(Dataset entries)
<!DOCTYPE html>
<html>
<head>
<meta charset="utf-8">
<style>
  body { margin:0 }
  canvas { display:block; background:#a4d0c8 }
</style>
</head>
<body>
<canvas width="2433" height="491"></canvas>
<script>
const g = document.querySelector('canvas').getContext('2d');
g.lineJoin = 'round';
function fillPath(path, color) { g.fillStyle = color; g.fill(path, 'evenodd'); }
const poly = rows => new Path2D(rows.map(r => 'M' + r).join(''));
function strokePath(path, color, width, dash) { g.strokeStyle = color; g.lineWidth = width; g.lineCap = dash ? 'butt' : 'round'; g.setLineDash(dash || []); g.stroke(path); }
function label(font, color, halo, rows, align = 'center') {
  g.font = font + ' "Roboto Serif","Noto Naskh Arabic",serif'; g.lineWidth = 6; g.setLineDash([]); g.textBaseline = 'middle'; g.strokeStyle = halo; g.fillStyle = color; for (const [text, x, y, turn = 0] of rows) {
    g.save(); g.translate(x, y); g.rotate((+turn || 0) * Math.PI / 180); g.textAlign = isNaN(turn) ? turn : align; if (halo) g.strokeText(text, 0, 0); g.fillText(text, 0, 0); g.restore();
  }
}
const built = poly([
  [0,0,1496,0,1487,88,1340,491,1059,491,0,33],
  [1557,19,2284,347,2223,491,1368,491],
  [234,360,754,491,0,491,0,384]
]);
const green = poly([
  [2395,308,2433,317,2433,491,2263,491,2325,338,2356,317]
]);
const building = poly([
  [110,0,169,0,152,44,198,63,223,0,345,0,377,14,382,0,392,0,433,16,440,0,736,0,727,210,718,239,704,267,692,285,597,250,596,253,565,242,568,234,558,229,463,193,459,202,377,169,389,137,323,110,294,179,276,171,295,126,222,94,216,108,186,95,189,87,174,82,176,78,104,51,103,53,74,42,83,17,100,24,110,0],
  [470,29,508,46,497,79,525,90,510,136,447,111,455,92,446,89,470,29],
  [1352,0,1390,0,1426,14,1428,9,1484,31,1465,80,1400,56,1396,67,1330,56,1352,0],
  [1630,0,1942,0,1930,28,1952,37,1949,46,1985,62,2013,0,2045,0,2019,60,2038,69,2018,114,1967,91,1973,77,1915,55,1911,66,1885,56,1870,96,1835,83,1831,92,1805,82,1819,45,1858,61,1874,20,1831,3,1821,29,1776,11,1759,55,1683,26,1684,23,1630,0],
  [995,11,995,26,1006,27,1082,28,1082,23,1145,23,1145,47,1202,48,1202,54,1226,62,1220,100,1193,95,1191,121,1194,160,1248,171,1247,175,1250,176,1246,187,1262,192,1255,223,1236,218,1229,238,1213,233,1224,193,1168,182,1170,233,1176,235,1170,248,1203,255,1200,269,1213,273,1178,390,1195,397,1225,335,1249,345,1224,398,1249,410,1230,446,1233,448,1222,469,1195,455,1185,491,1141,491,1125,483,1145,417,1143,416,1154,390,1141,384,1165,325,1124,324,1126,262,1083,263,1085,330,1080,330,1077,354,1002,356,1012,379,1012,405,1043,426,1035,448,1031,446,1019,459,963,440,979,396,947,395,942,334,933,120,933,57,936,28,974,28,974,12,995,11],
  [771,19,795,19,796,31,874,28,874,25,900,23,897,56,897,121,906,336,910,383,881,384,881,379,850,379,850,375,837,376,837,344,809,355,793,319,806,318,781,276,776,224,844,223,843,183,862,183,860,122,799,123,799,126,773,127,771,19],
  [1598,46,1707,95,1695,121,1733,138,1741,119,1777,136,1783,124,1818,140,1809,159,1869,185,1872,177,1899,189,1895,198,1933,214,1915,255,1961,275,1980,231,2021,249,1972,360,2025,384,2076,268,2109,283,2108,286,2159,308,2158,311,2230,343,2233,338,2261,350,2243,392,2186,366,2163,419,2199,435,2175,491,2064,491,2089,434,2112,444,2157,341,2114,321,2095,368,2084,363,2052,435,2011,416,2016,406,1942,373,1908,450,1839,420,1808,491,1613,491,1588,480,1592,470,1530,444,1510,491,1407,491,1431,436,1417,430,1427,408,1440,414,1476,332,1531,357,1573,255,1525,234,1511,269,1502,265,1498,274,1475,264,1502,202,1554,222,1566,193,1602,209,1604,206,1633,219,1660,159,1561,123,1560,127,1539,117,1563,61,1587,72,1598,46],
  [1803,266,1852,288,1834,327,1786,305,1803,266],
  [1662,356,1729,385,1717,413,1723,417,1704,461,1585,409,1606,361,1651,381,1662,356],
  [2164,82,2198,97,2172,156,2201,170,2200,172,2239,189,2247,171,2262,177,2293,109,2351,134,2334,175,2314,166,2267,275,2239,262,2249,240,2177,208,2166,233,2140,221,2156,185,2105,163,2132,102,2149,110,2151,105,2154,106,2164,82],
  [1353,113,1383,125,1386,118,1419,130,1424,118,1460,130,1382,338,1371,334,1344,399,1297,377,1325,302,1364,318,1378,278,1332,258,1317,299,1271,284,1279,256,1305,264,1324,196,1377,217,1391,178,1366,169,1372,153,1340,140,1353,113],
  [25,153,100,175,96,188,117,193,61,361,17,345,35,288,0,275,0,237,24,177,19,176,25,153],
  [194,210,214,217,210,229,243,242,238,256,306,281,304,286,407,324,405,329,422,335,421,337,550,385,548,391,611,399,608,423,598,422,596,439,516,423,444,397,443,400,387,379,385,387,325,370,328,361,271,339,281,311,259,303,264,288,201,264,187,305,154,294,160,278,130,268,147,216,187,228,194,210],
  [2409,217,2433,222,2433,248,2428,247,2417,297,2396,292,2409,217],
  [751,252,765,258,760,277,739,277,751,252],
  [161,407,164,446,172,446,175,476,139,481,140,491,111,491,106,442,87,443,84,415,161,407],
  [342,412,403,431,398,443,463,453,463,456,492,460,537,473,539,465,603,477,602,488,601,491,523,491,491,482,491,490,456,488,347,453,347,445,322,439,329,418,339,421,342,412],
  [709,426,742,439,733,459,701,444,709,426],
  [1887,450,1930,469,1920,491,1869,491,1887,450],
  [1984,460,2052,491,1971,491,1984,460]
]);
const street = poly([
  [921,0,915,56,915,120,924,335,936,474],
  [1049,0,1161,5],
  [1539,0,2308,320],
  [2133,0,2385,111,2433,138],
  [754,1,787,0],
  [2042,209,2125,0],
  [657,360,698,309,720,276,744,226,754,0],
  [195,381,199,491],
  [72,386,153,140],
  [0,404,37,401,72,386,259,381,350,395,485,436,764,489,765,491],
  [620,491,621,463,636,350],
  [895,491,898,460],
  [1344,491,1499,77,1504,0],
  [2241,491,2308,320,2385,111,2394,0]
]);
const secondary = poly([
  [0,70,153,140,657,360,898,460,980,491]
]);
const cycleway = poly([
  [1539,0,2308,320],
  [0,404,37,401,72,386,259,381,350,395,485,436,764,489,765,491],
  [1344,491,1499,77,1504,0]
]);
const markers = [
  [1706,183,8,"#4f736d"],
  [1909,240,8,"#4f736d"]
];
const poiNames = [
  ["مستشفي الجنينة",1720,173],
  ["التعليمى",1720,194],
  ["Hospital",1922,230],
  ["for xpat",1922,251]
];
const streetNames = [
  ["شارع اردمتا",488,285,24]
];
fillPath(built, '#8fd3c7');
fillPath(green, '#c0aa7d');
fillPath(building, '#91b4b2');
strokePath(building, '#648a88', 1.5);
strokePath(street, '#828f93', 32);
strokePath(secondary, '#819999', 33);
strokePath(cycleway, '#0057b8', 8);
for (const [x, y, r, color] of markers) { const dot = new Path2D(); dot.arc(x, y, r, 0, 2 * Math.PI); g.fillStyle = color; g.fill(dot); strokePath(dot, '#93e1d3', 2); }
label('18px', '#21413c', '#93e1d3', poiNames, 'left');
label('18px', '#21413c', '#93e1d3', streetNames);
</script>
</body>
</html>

- **Exercise requirements**
Up to and including the line with "function fillPath(path, color)", restate the records above word for word from the very first line.

- **Task solution**
<!DOCTYPE html>
<html>
<head>
<meta charset="utf-8">
<style>
  body { margin:0 }
  canvas { display:block; background:#a4d0c8 }
</style>
</head>
<body>
<canvas width="2433" height="491"></canvas>
<script>
const g = document.querySelector('canvas').getContext('2d');
g.lineJoin = 'round';
function fillPath(path, color) { g.fillStyle = color; g.fill(path, 'evenodd'); }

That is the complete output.